Lorenzo Louis-Etienne, Godin Antoine G, Wang Feng, St-Louis Manon, Carbonetto Salvatore, Wiseman Paul W, Ribeiro-da-Silva Alfredo, De Koninck Yves
Centre de Recherche de l'Institut Universitaire en Santé Mentale de Québec, Québec, Québec G1J 2G3, Canada, Department of Pharmacology and Therapeutics, McGill University, Montréal, Québec H3G 1Y6, Canada, Département de Psychiatrie et Neurosciences, Université Laval, Québec, Québec G1K 7P4, Canada, Alan Edwards Center for Research of Pain, McGill University, Montréal, Québec H3A 0G1, Canada.
Centre de Recherche de l'Institut Universitaire en Santé Mentale de Québec, Québec, Québec G1J 2G3, Canada, Department of Physics, McGill University, Montréal, Québec H3A 2T8, Canada.
J Neurosci. 2014 Jun 11;34(24):8300-17. doi: 10.1523/JNEUROSCI.0159-14.2014.

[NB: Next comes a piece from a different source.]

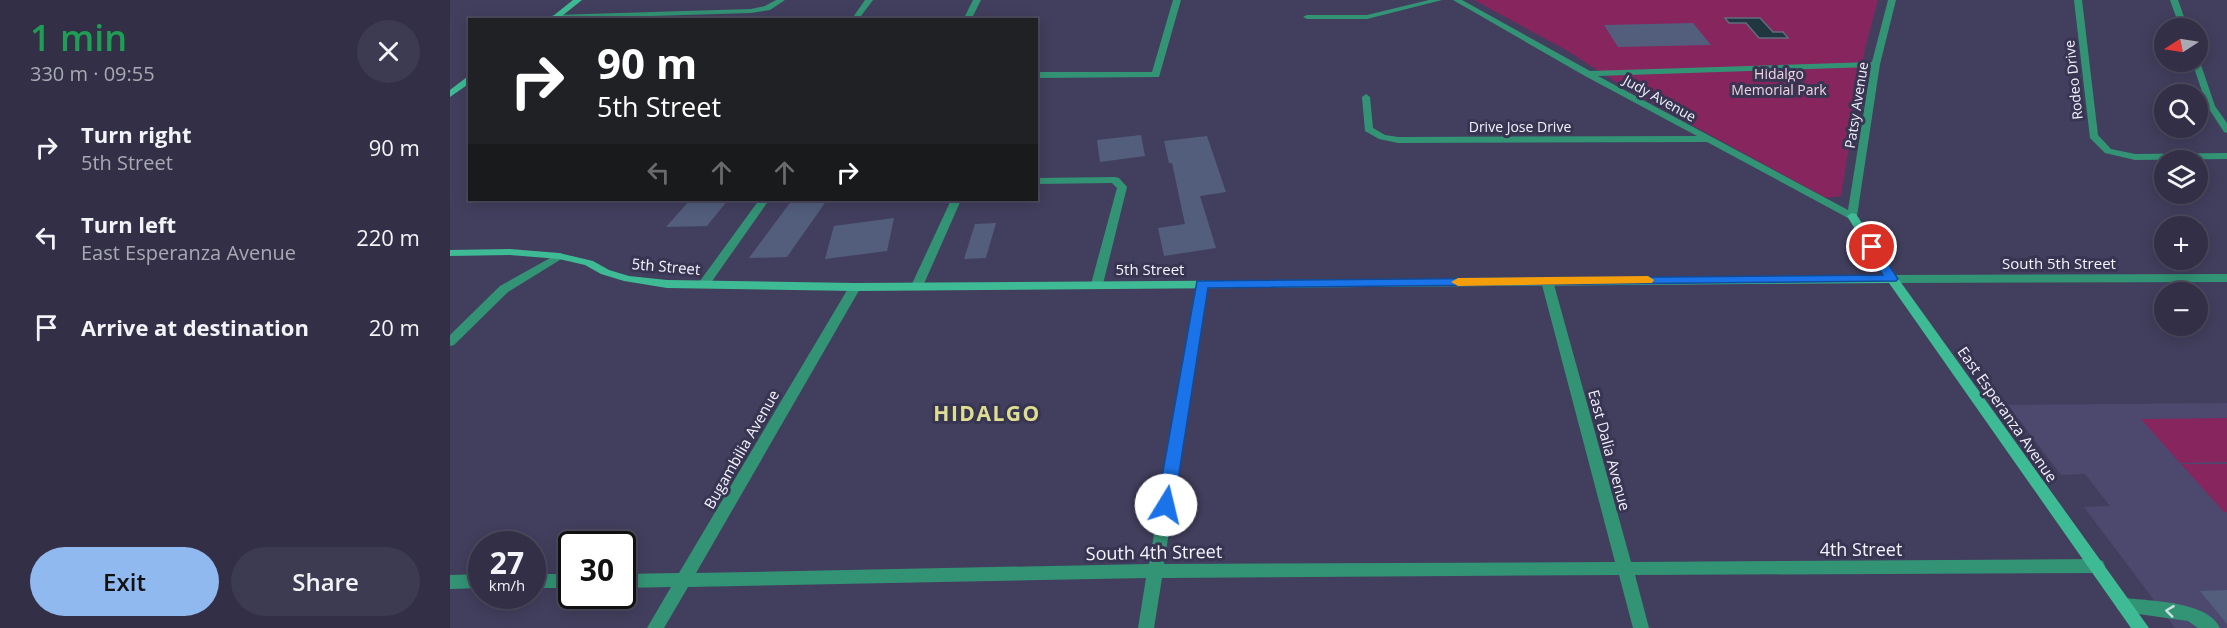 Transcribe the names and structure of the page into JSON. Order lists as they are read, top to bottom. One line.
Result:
{"streets":{"street":["Rodeo Drive","Judy Avenue","Patsy Avenue","Drive Jose Drive","South 5th Street","5th Street","East Esperanza Avenue","Bugambilia Avenue","East Dalia Avenue","4th Street","South 4th Street"]},"crossings":[["Judy Avenue","Patsy Avenue"],["Judy Avenue","Drive Jose Drive"],["Judy Avenue","East Esperanza Avenue"],["Patsy Avenue","East Esperanza Avenue"],["South 5th Street","5th Street"],["South 5th Street","East Esperanza Avenue"],["5th Street","East Esperanza Avenue"],["5th Street","Bugambilia Avenue"],["5th Street","East Dalia Avenue"],["East Esperanza Avenue","4th Street"],["Bugambilia Avenue","South 4th Street"],["East Dalia Avenue","4th Street"],["East Dalia Avenue","South 4th Street"],["4th Street","South 4th Street"]],"districts":["HIDALGO"],"parks":["Hidalgo Memorial Park"],"north":"left","page":{"heading":["1 min","330 m · 09:55"],"map_buttons":["+","−"],"turn":["90 m","5th Street"],"list":[{"name":"Turn right","note":"5th Street","value":"90 m"},{"name":"Turn left","note":"East Esperanza Avenue","value":"220 m"},{"name":"Arrive at destination","value":"20 m"}],"speed":"27 km/h","limit":"30","buttons":["Exit","Share"]}}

Whereas both GABA(A) receptors (GABA(A)Rs) and glycine receptors (GlyRs) play a role in control of dorsal horn neuron excitability, their relative contribution to inhibition of small diameter primary afferent terminals remains controversial. To address this, we designed an approach for quantitative analyses of the distribution of GABA(A)R-subunits, GlyR α1-subunit and their anchoring protein, gephyrin, on terminals of rat spinal sensory afferents identified by Calcitonin-Gene-Related-Peptide (CGRP) for peptidergic terminals, and by Isolectin-B4 (IB4) for nonpeptidergic terminals. The approach was designed for light microscopy, which is compatible with the mild fixation conditions necessary for immunodetection of several of these antigens. An algorithm was designed to recognize structures with dimensions similar to those of the microscope resolution. To avoid detecting false colocalization, the latter was considered significant only if the degree of pixel overlap exceeded that expected from randomly overlapping pixels given a hypergeometric distribution. We found that both CGRP(+) and IB4(+) terminals were devoid of GlyR α1-subunit and gephyrin. The α1 GABA(A)R was also absent from these terminals. In contrast, the GABA(A)R α2/α3/α5 and β3 subunits were significantly expressed in both terminal types, as were other GABA(A)R-associated-proteins (α-Dystroglycan/Neuroligin-2/Collybistin-2). Ultrastructural immunocytochemistry confirmed the presence of GABA(A)R β3 subunits in small afferent terminals. Real-time quantitative PCR (qRT-PCR) confirmed the results of light microscopy immunochemical analysis. These results indicate that dorsal horn inhibitory synapses follow different rules of organization at presynaptic versus postsynaptic sites (nociceptive afferent terminals vs inhibitory synapses on dorsal horn neurons). The absence of gephyrin clusters from primary afferent terminals suggests a more diffuse mode of GABA(A)-mediated transmission at presynaptic than at postsynaptic sites.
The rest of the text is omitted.